Pubblicato il: 30 ottobre 2017 alle 9:00 am

Gioia Tauro, la prima chiesa costruita su un terreno confiscato alla ‘ndrangheta Il fondo, assegnato alla diocesi di Oppido-Palmi nel 2004, era appartenuto al clan Piromalli

di Arcangela Saverino.

Reggio Calabria, 30 Ottobre 2017 – A Gioia Tauro, per la prima volta, grazie alla concessione di contributi di finanziamento con i fondi dell’8 per mille della Cei, è stata costruita una chiesa su un terreno confiscato alla mafia che da anni ospitava una cappella allestita in una tendopoli.

A fine ottobre nella Chiesa parrocchiale San Gaetano Catanoso è stata celebrata la prima messa, presieduta da monsignor Francesco Milito, vescovo di Oppido-Palma, una diocesi che da sempre è conosciuta per le sue battaglie condotte a favore della legalità. Il terreno dove è nato il luogo di culto è stato confiscato alla famiglia Piromalli.

«Questo luogo che un tempo è stato luogo di mafia, ora, sottratto a un possesso iniquo, è stato riscattato, benedetto, dedicato al Signore, luogo santo dove c’è posto solo per le cose sante. Da luogo di illegalità a luogo santo» ha dichiarato il vescovo Milito. La lapide che ha voluto fortemente all’ingresso della chiesa ricorda che la costruzione in muratura è nata su un terreno sottratto «a iniquo e criminale possesso» e, sebbene il prelato abbia condannato con tutte le sue forze la ‘ndrangheta, ha dichiarato che all’interno della Chiesa c’è posto anche per chi un tempo aveva un dominio assoluto sul bene.
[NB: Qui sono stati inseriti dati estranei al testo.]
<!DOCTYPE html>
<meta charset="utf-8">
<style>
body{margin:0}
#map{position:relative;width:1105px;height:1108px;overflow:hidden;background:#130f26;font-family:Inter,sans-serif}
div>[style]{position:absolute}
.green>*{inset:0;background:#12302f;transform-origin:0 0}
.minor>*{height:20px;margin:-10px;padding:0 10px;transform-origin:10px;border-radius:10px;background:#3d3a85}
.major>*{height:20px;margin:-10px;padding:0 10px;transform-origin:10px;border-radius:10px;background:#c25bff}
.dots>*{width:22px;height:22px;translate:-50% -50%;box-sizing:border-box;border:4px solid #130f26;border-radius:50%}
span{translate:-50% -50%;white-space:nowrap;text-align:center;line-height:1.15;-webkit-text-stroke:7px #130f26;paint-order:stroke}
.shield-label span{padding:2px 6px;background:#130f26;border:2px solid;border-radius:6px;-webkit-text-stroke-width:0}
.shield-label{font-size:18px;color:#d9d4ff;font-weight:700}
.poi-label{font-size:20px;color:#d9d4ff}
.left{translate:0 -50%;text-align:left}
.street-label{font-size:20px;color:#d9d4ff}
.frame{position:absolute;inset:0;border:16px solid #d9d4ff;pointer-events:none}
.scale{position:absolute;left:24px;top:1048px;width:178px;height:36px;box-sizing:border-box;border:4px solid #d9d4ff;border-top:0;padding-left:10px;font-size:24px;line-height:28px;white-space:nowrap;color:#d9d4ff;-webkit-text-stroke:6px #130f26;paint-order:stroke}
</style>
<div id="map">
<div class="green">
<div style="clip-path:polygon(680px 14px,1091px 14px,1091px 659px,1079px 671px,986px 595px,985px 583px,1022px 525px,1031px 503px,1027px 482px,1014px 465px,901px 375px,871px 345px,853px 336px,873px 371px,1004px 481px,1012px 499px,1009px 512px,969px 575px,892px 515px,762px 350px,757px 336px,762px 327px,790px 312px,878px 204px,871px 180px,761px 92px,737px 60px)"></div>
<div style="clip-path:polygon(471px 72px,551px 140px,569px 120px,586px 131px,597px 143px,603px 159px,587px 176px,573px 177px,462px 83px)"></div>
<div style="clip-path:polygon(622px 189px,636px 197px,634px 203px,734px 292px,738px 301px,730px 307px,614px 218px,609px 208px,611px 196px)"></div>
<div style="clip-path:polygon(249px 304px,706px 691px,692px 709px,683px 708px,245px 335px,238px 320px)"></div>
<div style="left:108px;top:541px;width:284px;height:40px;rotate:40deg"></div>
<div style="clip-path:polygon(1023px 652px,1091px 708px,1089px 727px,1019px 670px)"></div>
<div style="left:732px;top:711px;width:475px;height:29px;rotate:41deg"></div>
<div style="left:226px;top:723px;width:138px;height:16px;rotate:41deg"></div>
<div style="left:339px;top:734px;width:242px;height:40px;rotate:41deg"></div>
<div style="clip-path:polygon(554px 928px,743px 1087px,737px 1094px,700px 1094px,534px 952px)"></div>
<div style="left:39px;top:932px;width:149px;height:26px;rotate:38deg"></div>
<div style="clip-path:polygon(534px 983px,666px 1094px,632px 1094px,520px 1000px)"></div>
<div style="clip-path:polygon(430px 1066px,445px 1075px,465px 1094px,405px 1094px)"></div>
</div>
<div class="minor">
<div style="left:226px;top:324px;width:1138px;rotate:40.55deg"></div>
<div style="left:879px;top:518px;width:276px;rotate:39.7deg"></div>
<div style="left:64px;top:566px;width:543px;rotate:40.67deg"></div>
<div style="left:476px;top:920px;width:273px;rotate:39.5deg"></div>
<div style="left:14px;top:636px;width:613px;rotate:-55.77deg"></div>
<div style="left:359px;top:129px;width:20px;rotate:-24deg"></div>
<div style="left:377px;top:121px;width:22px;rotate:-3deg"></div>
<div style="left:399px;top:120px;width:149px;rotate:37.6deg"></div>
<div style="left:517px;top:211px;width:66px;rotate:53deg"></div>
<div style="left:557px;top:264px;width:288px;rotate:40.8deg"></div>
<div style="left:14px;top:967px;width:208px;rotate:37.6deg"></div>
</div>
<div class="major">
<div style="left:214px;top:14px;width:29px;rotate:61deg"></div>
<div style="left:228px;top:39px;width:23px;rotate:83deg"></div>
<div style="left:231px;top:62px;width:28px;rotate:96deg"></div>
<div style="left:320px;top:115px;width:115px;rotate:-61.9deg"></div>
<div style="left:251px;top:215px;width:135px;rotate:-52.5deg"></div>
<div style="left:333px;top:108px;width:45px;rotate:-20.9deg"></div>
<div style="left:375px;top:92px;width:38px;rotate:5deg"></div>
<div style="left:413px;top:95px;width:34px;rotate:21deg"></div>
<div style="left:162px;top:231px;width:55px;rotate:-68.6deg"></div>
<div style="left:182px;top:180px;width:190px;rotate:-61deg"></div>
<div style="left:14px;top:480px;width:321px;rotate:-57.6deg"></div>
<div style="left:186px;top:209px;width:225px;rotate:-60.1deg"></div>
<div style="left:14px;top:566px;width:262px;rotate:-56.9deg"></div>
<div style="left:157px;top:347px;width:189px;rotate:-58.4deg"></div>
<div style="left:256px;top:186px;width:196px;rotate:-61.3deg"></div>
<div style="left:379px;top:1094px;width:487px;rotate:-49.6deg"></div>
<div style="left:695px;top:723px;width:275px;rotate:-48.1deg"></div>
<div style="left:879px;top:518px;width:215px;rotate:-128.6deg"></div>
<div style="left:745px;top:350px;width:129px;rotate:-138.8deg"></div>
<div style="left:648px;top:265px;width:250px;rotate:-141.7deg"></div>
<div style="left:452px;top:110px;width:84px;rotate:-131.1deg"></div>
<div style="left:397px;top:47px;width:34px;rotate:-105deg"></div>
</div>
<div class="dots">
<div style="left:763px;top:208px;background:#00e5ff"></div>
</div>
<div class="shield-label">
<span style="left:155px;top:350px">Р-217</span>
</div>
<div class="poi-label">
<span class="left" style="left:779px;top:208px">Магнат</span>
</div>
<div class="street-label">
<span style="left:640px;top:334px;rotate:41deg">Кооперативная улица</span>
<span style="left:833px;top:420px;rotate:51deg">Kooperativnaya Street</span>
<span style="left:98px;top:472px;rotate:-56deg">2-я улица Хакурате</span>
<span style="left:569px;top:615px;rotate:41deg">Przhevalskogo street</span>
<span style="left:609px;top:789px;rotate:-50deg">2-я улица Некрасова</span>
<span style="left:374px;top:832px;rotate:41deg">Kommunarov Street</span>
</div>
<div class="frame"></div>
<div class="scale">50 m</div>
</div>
Il cammino che ha condotto al sorgere della Chiesa è stato difficile e, fino ad adesso, è un fatto unico su tutto il territorio nazionale. La speranza è che diventi un precedente per casi simili futuri. Tredici anni fa, difatti, i lavori di costruzione furono interrotti a causa di imprevisti ed inadempimenti burocratici: l’intervento della Cei e il sostegno della Chiesa Italiana hanno permesso di portare a compimento un’opera di siffatta importanza per ristabilire la legalità in una parte di territorio in cui la criminalità organizzata da sempre ha il controllo.

Oggi la scelta coraggiosa di una Chiesa locale ha preso forma. I latini dicevano ‘monumentum monimentum’, ogni qualcosa che si erige ed è potente diventa una monizione, un avviso e manda un messaggio potente alla gente e al territorio.

L’importanza del sequestro dei beni ai mafiosi è stata un’intuizione del politico e sindacalista Pio La Torre, ucciso da Cosa Nostra a Palermo il 30 aprile 1982. Fu esattamente in quell’anno che venne approvata la legge Rognoni- La Torre che introdusse nel codice penale il reato di associazione di tipo mafioso e le misure per sottrarre i beni di provenienza illecita al circuito economico dell’organizzazione criminale.

Accade che, chi viene indagato per mafia potrebbe essere destinatario di un provvedimento di misura cautelare, ovvero il sequestro, attraverso la quale i beni vengono sottratti alla disponibilità del soggetto. Dopo il sequestro, i beni vengono affidati ad un amministratore giudiziario che li gestisce sotto la direzione del giudice fino alla sentenza che stabilisce la revoca del sequestro e la conseguente restituzione dei beni o la confisca di primo grado. Da tale momento e fino alla confisca definitiva del bene e alla sua destinazione finale la gestione spetta all’Anbsc, un’agenzia nata nel 2010 con sede principale proprio su territorio calabrese, a Reggio Calabria.

Dal 1982 ad oggi sono stati sequestrati e confiscati circa 27mila beni e di questi 11mila sono stati riconsegnati alla comunità.